Daí a ordem de passar todos, de preferência sem a emancipação pelo saber, para depois ocuparem os 'seus' lugares na camada da sociedade que lhes corresponde. Daí a obrigatoriedade de terem todo o tempo ocupado com tarefas não livres. Daí as equipas multidisciplinares de apoio, uma espécie de big brother que persegue, observa e transforma todo o desvio social em problema de inclusão, leia-se, não-domesticação. Daí a indiferença pelo problema do respeito e da indisciplina pois a disciplina é um pressuposto da atenção que, por sua vez, é o pressuposto da possibilidade do interesse objectivo, do estudo e da emancipação pelo saber. Daí a redução dos currículos a técnicas que não incentivam o pensar. Daí a importância desmesurada dada à motivação em vez da atenção porque a motivação mantém o aluno fechado na sua subjectividade emocional hedonista e não o deixa ultrapassar-se e ultrapassar a sua ordem social natural. Daí a redução do ensino ao português e à matemática, para que se reduza ao essencial e não alargue horizontes. Daí a valorização das diferenças entre os alunos, com pedagogias adaptadas às desigualdades que os mantêm presos nas suas pseudo-insuficiências, sem critério de aferição comum quando podiam libertar-se, superar-se pela procura de igualdade - os alunos de certos contextos sócios-económicos, diz-se, não têm interesse nem motivação por certos assunto e por isso devemos dar-lhes aquilo que querem e gostam.... por enquanto ainda existem os exames mas até isso há-de acabar ou transformar-se num exame individual. E outras falsas pedagogias que se destinam a domesticar os alunos e a prendê-los à sua condição social natural.

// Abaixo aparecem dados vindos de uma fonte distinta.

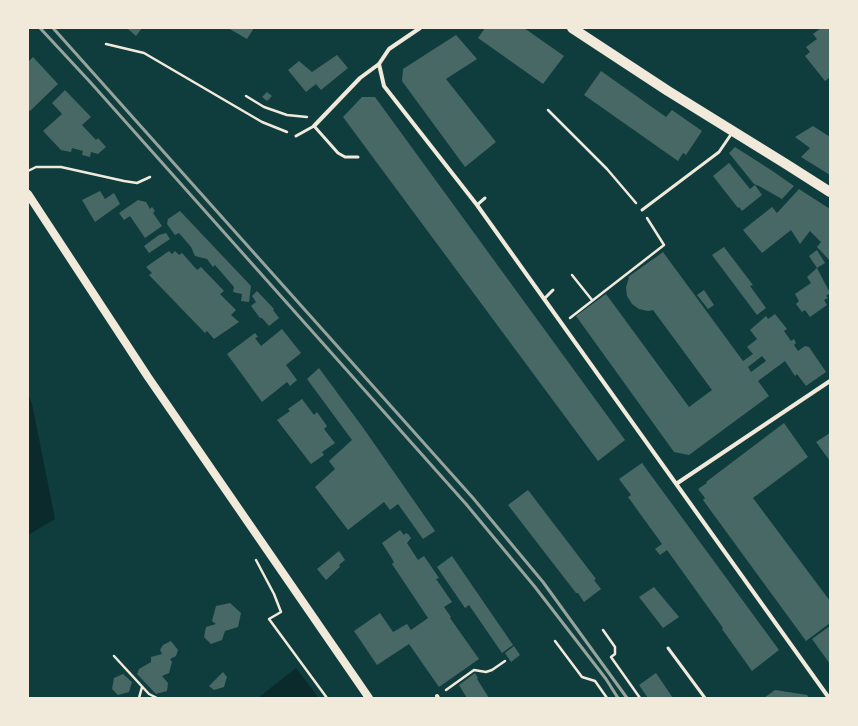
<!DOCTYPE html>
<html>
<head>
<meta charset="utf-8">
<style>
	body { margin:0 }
	#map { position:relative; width:858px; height:726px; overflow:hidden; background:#0f3d3e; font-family:Lora,serif }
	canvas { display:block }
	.frame { position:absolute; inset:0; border:29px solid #f1e9da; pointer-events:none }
</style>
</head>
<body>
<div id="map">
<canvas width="858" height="726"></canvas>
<div class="frame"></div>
</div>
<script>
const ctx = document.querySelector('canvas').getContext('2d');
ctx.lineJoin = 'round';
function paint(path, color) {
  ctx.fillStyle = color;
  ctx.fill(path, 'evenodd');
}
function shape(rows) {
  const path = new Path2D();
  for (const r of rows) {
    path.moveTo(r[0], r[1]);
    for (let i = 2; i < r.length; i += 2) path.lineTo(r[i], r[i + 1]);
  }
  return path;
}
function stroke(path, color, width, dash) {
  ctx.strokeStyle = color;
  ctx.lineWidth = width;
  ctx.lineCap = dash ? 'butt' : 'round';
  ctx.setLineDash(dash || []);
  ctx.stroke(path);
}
paint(shape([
	[28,393,32,404,55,519,28,535],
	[296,668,319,698,258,698]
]), '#0a2a2b');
paint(shape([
	[129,28,142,28,136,36,128,29],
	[228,28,254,28,247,39],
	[485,28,524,28,564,56,543,84,478,38],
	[821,28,830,28,830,77,825,81,805,56,810,52,806,47,817,39,813,34],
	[456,35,477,59,446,79,496,142,465,167,402,81,403,69],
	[337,55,348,68,321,90,316,84,306,92,288,70,299,61,312,72],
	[33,57,58,84,30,111,28,109,28,62],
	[601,71,666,117,672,110,702,131,686,155,683,153,678,161,584,95],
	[65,90,91,117,82,125,96,140,98,138,106,147,98,154,91,152,90,157,82,155,83,151,72,148,71,152,61,150,43,131,62,114,52,103],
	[267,92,272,96,267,101,262,97],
	[362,97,375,97,625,440,598,461,343,117],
	[813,126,830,137,830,175,801,157,810,148,795,137],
	[735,147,771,170,794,186,782,199,759,186,754,184,729,153],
	[729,163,750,189,755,185,762,195,742,211,739,207,738,208,713,176],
	[799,189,830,209,830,261,817,247,821,242,810,231,800,244,791,230,762,253,743,230,772,207,777,213],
	[100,191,105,199,114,193,120,204,95,222,82,200],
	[138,200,146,202,150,209,152,207,155,211,153,213,162,226,145,238,130,216,124,220,119,213],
	[180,211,251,286,249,302,241,301,242,294,233,292,234,287,215,265,213,267,207,259,195,256,191,247,179,233,175,235,167,224,168,219],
	[166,233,170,239,149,253,144,246,159,235],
	[724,247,753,285,750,286,766,308,757,315,712,255],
	[817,250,825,263,817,268,809,256],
	[169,251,172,254,175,251,179,255,182,253,197,270,201,267,224,291,220,294,236,310,231,315,239,322,214,339,207,331,205,333,149,275,152,273,146,267],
	[663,252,743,361,753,354,747,347,757,339,750,330,766,316,768,319,775,314,787,329,784,331,791,341,794,339,796,343,794,345,798,351,805,346,809,347,826,372,806,386,797,374,795,376,785,361,758,381,769,396,689,455,674,452,576,316,606,294,689,407,712,390,653,310,648,311,639,309,632,304,627,296,626,287,629,278,628,277],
	[762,356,766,361,751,372,748,367],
	[817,268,830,293,826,296,828,298,824,300,827,305,810,317,805,310,802,312,796,304,799,301,795,294,811,283,807,277],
	[704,290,714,305,708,309,697,295],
	[257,291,274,309,273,310,279,318,269,326,262,318,260,318,251,306,256,302,252,296],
	[282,329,301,353,286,365,297,380,290,386,287,382,262,402,227,354,255,333,258,337,255,338,261,346],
	[319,368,364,429,435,531,423,539,398,504,390,510,384,502,348,530,315,487,335,469,329,461,352,440,307,379],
	[302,399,314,415,317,412,327,426,324,429,335,443,322,452,324,455,311,464,277,420,290,411,288,409],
	[784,423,808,457,753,498,830,601,830,623,806,641,703,500,705,498,698,489,707,483,706,482],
	[830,433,830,461,816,442],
	[642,463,779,650,752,671,722,629,723,628,667,550,660,555,655,549,662,544,628,497,631,495,619,479],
	[528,490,596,579,594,580,601,589,584,602,578,593,576,593,508,505],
	[400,530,404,535,406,533,408,534,411,538,407,543,418,560,424,556,439,578,436,579,452,602,444,607,451,617,450,618,479,659,439,687,409,644,377,665,354,631,380,613,393,632,407,624,411,630,428,618,392,564,394,562,382,543],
	[339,551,345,560,339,565,340,567,326,580,317,569],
	[452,556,513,645,502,653,469,605,465,608,437,567],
	[654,587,679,617,663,628,639,597],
	[230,603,241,613,238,627,225,631,222,640,211,644,204,637,206,627,216,624,212,621,216,606],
	[830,626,830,664,812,639],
	[171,641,178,650,176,656,170,659,172,662,169,673,162,676,168,683,167,691,156,694,137,674,139,669,151,662,151,657,162,654,160,650,163,645],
	[514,646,520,655,511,662,505,653],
	[223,672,227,677,224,687,214,690,209,686],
	[475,673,478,678,477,679,489,698,467,698,462,690,459,685],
	[656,673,673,698,648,698,639,685],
	[123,674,132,682,129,692,118,695,112,689,114,678],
	[775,690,807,695,809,698,764,698]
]), '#486865');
stroke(shape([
	[106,44,144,53,262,122,287,132],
	[246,96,264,107,287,115,307,117],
	[548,110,607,169,636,203],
	[28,171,36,167,61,167,124,181,137,183,150,177],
	[572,275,592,300],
	[570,318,664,245,647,218],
	[256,560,274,594,281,612,269,619,327,698],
	[603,630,615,647,615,654,611,657,640,698],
	[555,641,582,677,595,681,607,698],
	[114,656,149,694,157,698],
	[446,690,474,670,486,672,492,670,505,661],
	[139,698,142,687]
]), '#f1e9da', 2.5);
stroke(shape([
	[296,136,314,126,338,153,345,157,358,157],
	[477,205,485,198],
	[642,210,719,152,732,133],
	[544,299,553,290],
	[668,648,705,698]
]), '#f1e9da', 3);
stroke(shape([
	[379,64,384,86,477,205,829,698],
	[314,126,360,78,379,64,389,49,420,28],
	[676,484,830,381],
	[437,696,438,698]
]), '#f1e9da', 4);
stroke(shape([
	[28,194,148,377,369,698]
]), '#f1e9da', 8);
stroke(shape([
	[572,28,668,91,786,164,830,192]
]), '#f1e9da', 10);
stroke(shape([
	[40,28,91,83,466,504,535,587,606,679,618,698],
	[53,28,473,498,543,582,627,698]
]), '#97a49c', 3);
</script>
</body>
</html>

- dos professores, com currículos cada vez mais vigiados e pobres, trabalhos cada vez mais contabilizados em papelada, reuniões e relatórios, para que nenhuma liberdade pedagógica que ajude efectivamente os alunos, fora da domesticação prevista seja possível; formações de endoutrinação de inclusão; obrigação de passar os alunos mesmo que não tenham ido às aulas; de os tratar, não como pessoas capazes de evoluir mas como pessoas incapazes de esforço, de responsabilidade e evolução; com centenas de alunos em turmas cheias para que desistam de lutar contra a corrente; desvalorizados profissionalmente para que baixem a credibilidade da escola pública e, assim, possam mais facilmente ser domesticáveis.

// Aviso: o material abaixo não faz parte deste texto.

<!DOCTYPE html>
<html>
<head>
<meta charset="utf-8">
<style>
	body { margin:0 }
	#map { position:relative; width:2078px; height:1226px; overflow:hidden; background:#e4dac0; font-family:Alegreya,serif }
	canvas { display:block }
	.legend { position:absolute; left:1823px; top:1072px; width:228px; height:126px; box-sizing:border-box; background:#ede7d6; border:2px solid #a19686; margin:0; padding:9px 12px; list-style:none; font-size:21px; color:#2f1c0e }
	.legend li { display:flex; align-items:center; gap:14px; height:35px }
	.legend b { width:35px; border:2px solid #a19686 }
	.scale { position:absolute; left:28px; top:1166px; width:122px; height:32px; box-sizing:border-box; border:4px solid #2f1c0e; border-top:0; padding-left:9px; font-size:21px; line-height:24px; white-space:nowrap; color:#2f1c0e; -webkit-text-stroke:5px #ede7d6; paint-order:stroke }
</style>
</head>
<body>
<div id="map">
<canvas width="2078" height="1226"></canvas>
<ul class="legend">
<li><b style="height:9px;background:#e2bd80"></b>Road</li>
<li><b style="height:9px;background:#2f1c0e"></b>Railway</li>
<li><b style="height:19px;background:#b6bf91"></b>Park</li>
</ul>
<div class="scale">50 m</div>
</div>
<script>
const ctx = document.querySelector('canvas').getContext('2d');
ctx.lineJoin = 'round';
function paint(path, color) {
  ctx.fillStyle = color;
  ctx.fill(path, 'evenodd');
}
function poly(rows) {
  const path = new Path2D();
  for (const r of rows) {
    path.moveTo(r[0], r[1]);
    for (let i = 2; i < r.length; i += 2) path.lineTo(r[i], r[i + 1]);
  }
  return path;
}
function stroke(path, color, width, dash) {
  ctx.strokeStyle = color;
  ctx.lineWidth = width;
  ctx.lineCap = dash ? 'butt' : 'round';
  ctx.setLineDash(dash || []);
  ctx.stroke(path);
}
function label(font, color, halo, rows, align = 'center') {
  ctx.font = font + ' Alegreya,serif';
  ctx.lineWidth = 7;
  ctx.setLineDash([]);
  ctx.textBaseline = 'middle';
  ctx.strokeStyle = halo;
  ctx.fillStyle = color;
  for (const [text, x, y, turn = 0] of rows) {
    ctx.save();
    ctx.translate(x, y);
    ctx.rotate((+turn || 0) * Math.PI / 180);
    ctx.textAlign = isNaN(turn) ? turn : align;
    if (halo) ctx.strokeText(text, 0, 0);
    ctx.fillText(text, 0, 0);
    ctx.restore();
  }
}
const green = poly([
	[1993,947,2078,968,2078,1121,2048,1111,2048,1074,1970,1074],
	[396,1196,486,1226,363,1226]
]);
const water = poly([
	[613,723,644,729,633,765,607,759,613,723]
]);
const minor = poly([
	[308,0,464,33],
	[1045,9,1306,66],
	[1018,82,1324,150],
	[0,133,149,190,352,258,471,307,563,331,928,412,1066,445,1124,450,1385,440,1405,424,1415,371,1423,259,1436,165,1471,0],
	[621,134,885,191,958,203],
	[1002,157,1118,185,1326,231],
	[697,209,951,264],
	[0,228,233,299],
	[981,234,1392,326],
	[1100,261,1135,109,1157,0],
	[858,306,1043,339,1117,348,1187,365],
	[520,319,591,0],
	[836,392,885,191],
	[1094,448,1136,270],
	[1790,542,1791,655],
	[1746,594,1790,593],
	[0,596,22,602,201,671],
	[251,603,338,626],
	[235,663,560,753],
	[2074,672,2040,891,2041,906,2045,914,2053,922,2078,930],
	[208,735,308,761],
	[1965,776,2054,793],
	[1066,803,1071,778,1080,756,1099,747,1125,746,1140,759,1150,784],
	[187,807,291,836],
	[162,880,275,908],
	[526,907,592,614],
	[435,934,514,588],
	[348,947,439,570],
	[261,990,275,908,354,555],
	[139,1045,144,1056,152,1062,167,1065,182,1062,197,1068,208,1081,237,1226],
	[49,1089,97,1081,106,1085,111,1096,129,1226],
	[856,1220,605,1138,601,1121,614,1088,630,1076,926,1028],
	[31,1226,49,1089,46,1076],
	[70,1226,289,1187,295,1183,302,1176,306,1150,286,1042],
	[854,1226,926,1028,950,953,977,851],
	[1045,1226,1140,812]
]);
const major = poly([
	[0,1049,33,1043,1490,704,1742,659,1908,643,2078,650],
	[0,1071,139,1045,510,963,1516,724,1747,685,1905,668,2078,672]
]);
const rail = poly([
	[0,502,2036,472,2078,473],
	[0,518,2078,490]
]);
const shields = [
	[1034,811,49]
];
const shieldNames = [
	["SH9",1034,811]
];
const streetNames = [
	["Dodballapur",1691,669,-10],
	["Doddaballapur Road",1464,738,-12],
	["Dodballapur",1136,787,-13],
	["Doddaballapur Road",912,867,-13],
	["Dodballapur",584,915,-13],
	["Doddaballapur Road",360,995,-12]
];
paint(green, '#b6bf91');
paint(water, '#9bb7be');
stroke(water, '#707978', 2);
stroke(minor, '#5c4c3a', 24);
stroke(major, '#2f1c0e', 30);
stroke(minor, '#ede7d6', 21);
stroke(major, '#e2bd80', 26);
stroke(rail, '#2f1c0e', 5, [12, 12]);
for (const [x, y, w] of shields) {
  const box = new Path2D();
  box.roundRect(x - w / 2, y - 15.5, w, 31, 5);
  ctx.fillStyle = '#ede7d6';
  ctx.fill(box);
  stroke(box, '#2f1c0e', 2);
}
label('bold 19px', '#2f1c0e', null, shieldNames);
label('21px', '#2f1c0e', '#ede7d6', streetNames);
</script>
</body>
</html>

- dos pais, tratados como pessoas incapazes de civilidade, de respeito para com os professores. Incentivados à inimizade com os professores, justamente para serem cúmplices da destruição das possibilidades dos próprios filhos. Quanto mais se aumentam as expectativas dos pais com ilusões baseadas em facilidades, em a escola ser, não um local de possibilidades mas de terapia hedonista dos filhos, de entretenimento dos seus príncipes, mais os seus filhos ficarão presos aos limites do contexto social natural.

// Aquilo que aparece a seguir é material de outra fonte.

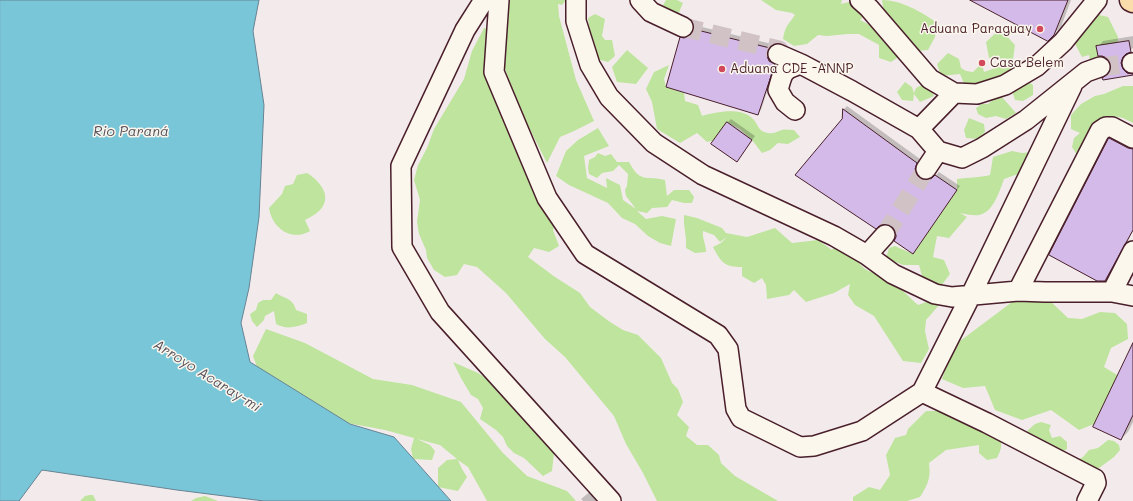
<!DOCTYPE html>
<html>
<head>
<meta charset="utf-8">
<style>
  body { margin:0 }
  canvas { display:block; background:#f3ebeb }
</style>
</head>
<body>
<canvas width="1133" height="501"></canvas>
<script>
const context = document.querySelector('canvas').getContext('2d');
context.lineJoin = 'round';
function fill(path, color) { context.fillStyle = color; context.fill(path, 'evenodd'); }
function strokePath(path, color, width, dash) { context.strokeStyle = color; context.lineWidth = width; context.lineCap = dash ? 'butt' : 'round'; context.setLineDash(dash || []); context.stroke(path); }
function label(font, color, halo, rows, align = 'center') {
  context.font = font + ' Mali,sans-serif'; context.lineWidth = 3; context.setLineDash([]); context.textBaseline = 'middle'; context.strokeStyle = halo; context.fillStyle = color; for (const [text, x, y, turn = 0] of rows) {
    context.save(); context.translate(x, y); context.rotate((+turn || 0) * Math.PI / 180); context.textAlign = isNaN(turn) ? turn : align; if (halo) context.strokeText(text, 0, 0); context.fillText(text, 0, 0); context.restore();
  }
}
const green = new Path2D(`
  M506,0h60l-4,5 -4,-1 1,12 17,64 18,41 -20,10 -14,6 -13,26 -24,-47 -10,-14 -5,-25 -6,-17z
  M666,0h11l6,3 -6,14 -16,-8z
  M761,0h81l-1,4 16,-4 8,15 -5,5c14,7 17,9 24,23l10,2 6,11 -9,6 -12,-4v-13l-20,-11h-11l-21,2 -9,-1 -11,9 -13,2 -11,-7c2,-13 5,-14 12,-24l-3,-2 -16,-3z
  M882,0c19,0 40,12 55,23l-2,14 -7,13 -21,2v-15l-22,-18z
  M595,14l10,5 -3,17 3,4h7l3,16 -7,6 -11,-3 -6,-18 -3,-23z
  M1095,14l13,3 10,20 -1,10 -11,23 -14,4 -3,-19 -7,2 -8,-15z
  M484,28l8,1 2,62 8,25 14,26 6,15 4,18 7,11 8,22 14,16 -2,6 6,16 -10,6 -15,-4 -6,9 27,20 25,16 10,14 20,15 13,8 15,5 23,23 11,25 6,6 5,13 -6,13 12,12 -3,9 11,9h11l11,10 2,8 14,13 43,25h-121l-14,-28 -17,-29 -12,-28 -49,-59 -20,-18 -39,-46 -29,-26 -13,-3 -7,11 -12,2 -11,-7 -7,-12 -1,-8 -7,-16 -2,-12 3,-22 -6,-20 4,-15 9,-17 7,-19 30,-50 8,-28z
  M1000,29l15,16 -2,14 -24,-1 -3,-16z
  M627,50l21,18 -12,16 -19,-2 -5,-15z
  M948,53l11,6 2,9 5,3 7,1 9,-9 2,9 14,-5 14,-2 4,13 -50,10 -6,-14 -19,2 -4,-12z
  M669,65l-5,14 2,8 18,6 1,8 13,4 4,11c14,-4 38,-9 50,2 6,5 5,11 12,14 9,3 11,0 18,-2 3,-1 8,0 12,0l6,7 -12,7 -10,-1 -8,7 -8,3 -10,-13 -12,-11 -13,-7 -7,17 -13,3 -10,-9 -17,10 -23,-14 -5,-27 -6,-13 8,-17z
  M1027,81l6,4v10l-10,6 -8,-1 -3,-9z
  M905,82l7,5 2,6 2,-5 11,-6 7,14 -14,6 -6,-8 -1,7 -11,-1 -5,-8z
  M1123,86h10v37c-19,-11 -27,-8 -39,9 -6,8 -11,15 -17,23l-5,-8 2,-9 6,-5 -9,-4v-14l10,-11 14,-8 9,-2z
  M1002,97l14,16 -10,6 -10,-3 -10,2 -8,-4 -2,-6 6,-4h6l5,-4z
  M969,118l15,6 1,8 -7,7 -12,-1 -2,-8z
  M598,128l11,18 -25,10 3,22 20,10 -1,-10 14,7 3,15 13,9 -10,-13 -1,-6 2,-4 1,-12 -9,-9 -6,6 -11,2 -5,5 -8,-4 -1,-6 1,-8 6,-3 3,-4 7,3 6,-2 6,8h12c12,22 16,13 36,18l2,16 7,-6h15l5,7 -2,6h-8l-12,-3 -5,7 -15,1 -5,5 -10,-2 9,8 16,-3 14,3 -5,27 -11,-3 -12,-7 -13,-12 -13,-6 -14,-15 -39,-18 -13,-9 10,-25 12,-11z
  M1012,151l10,2 12,-1 -2,20 -17,3 -11,4c-4,11 -10,31 -22,35 -6,3 -15,0 -22,-1l7,4 -18,21 -12,-2 -4,21 11,3 6,14 -12,16 -14,-7 -5,-18h-16l-17,-7 3,-10 6,-2 18,8 44,-64v-11c11,-2 22,-1 33,-4l3,-18z
  M307,173c10,6 24,20 16,33 -3,6 -12,11 -18,14l5,11c-19,11 -38,-3 -41,-23l13,-14 3,-8 8,-2 4,-9z
  M684,215l13,3 25,10 4,5 21,4 28,-9 17,15 26,-3 14,10 4,-5 17,7c11,23 16,17 36,28 10,6 20,17 29,25l14,-5 8,4 -14,16 -1,11 4,18 -8,14 -18,-2 -29,-45 -19,-11 -7,-10 2,-11 -16,9 -28,9 -12,-12 -5,5 -22,4 -1,-14 -4,-7 -8,5 -12,-7v-9c-18,0 -21,-5 -29,-20l8,-4 6,-6 -7,5 -6,-7 -11,-4c-1,7 3,13 3,21l-11,1 -9,-5c1,-12 -3,-22 -2,-33z
  M276,293c9,6 17,5 20,17l11,4v9c-10,4 -21,7 -31,1l-2,-13 -9,5 -1,4 -7,7 -5,-6 -2,-7 6,-4 2,-7 5,-3h8z
  M1020,296l26,1 22,21 14,1 18,-7 15,1 12,11 1,15 -17,9 -7,19 18,11 -18,42 -25,10 -28,-20 -29,10 -27,-10 -10,-24 -22,2 -21,-9 7,-20 11,-18z
  M266,329l39,14 68,36 39,6 49,17 42,51 24,23 40,15 9,10h-89l-19,-34 -10,-7 4,9 5,8 -9,14 -20,-4v-19l9,-8 10,-1 -17,-14 -23,-6 13,6 5,6 -3,9 -19,-1 -2,-10 3,-11 -29,-8 -38,-7 -90,-56 -4,-11z
  M453,362l25,11 16,11 55,59 5,10 -2,18 -9,5 -19,-18 -10,-5 -7,-7 -4,-9 -7,-7 -16,-11 3,-11 -5,-9 -7,-4 -10,-17z
  M965,406l9,22 13,-5c11,13 20,17 10,35l-10,2 -8,-7v-8l-33,5 -17,13c2,15 -1,21 -9,34l-13,4h-54v-4l16,-10 11,3 10,-15 -4,-20 9,-17 11,-3 2,-6 18,-18h22z
  M1041,422l10,3 -2,5 3,8 8,-2 7,6v7l-6,4 -10,-5 -1,-5 -6,2 -12,-3 -5,-11 8,-7z
  M1108,440l6,1 5,4 1,5 -6,7 -19,14 -19,-10 7,-4 6,-7 9,-2z
  M90,495h3l3,6h-16l5,-5z
  M205,496l13,5h-27l5,-3z`);
const water = new Path2D(`
  M0,0h259l-6,31 11,74 -5,112 -10,71 -8,35 9,39 100,62 44,13 57,64h-187l-87,-11 -135,-20 -23,31h-19z`);
const shadow = new Path2D(`
  M973,0h98l-10,27 -14,13z
  M698,26l74,18 -2,8 7,9 -16,49 -3,3 -77,-75 4,-4h7z
  M1133,36v12l-6,4 -1,5 7,10v7l-30,4 8,-6v-9l-13,-16 5,-6z
  M847,106l73,53 -2,5 12,13 6,-2 3,-3 21,14 -47,67 -16,-16v-5l-54,-113 1,-10z
  M731,119l24,17 -15,21 -13,-34z
  M1113,136l20,9v86l-24,45 -4,4 4,-141z
  M1133,345v77l-5,10 -7,7z
  M592,490l11,11h-20l-2,-2z`);
const building = new Path2D(`
  M970,0h98l-14,35 -6,6z
  M693,29l77,19 -3,8 2,5 6,3 -17,51 -92,-28 14,-50 4,1 5,-2z
  M1129,41l2,11 -5,2 -3,3 -2,6 2,6 4,4 6,1v1l-30,5 -1,-2 6,-4 3,-5 -1,-5 -3,-6 -5,-2h-4l-2,-10z
  M843,109l74,54 -2,6 1,5 4,4 6,2 5,-1 4,-4 22,15 -44,64 -19,-13 2,-4v-5l-4,-5 -4,-3h-6l-6,5 -81,-54 47,-56z
  M727,122l25,18 -15,22 -26,-18z
  M1109,138l19,10 5,1v81l-28,51h-8l-48,-26z
  M1133,343v72l-12,25 -28,-13z`);
const minorTunnel = new Path2D(`
  M683,27l96,23 -1,4
  M1100,67l32,-4
  M885,235l41,-66`);
const minor = new Path2D(`
  M484,0l-19,30 -64,136 1,81 38,65 171,189
  M499,0l-5,72 53,126 38,56 133,81 10,14 8,60 5,9 59,29 14,-1 48,-15 60,-39 65,31 108,56 1,4 -9,18
  M576,0v21l14,44 19,32 45,46 49,32 131,61 33,19 26,19 42,20 17,3 66,-6 27,1h67l21,4
  M640,0l11,12 32,15
  M860,0l9,8 61,71 24,14 23,1 28,-9 32,-19 26,-24 34,-42
  M778,54l23,10 51,27 67,38 19,22 24,7 20,-10 44,-28 60,-48 14,-5
  M1132,63h1
  M795,110l-10,-8 -7,-12c5,-18 4,-20 23,-26
  M919,129l35,-36
  M926,169l12,-18
  M867,255l18,-20
  M1018,291l82,-160 6,-4h6l21,11
  M1112,292l21,-41
  M922,392l49,-97 101,-209`);
const highway = new Path2D(`
  M1131,0l2,1`);
const markers = [
  [1040,29,4,"#d1495b"],
  [982,63,4,"#d1495b"],
  [722,69,4,"#d1495b"]
];
const poiNames = [
  ["Aduana Paraguay",1032,29,"right"],
  ["Casa Belem",990,63],
  ["Aduana CDE -ANNP",730,69]
];
const waterNames = [
  ["Rio Paraná",131,132],
  ["Arroyo Acaray-mi",207,376,32]
];
fill(green, '#bee49e');
fill(water, '#7ac6d9');
strokePath(water, '#678393', 1);
fill(shadow, '#0003');
fill(building, '#d3bae9');
strokePath(building, '#4a1f2b', 1);
strokePath(minorTunnel, '#d1c2c5', 19, [19, 10]);
strokePath(minor, '#4a1f2b', 22);
strokePath(highway, '#4a1f2b', 25);
strokePath(minor, '#fbf7ec', 19);
strokePath(highway, '#fbddab', 22);
for (const [x, y, r, color] of markers) { const dot = new Path2D(); dot.arc(x, y, r, 0, 2 * Math.PI); context.fillStyle = color; context.fill(dot); strokePath(dot, '#fbf7ec', 1.5); }
label('13px', '#4a1f2b', '#fbf7ec', poiNames, 'left');
label('italic 14px', '#58515f', '#fbf7ec', waterNames);
</script>
</body>
</html>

Os autores abordam e desfazem muitas das falsas críticas que se fazem às escolas, desde estarem desligadas do mundo real até não darem aos alunos o que eles querem. A escola funcional... aquilo a que chamo a ditadura do Darwin em transformar tudo em objectos, instrumentos funcionais, retirando-lhes valor per si.
Enfim, ainda não li o livro todo, vou quase a meio, mas vale muito a pena ler.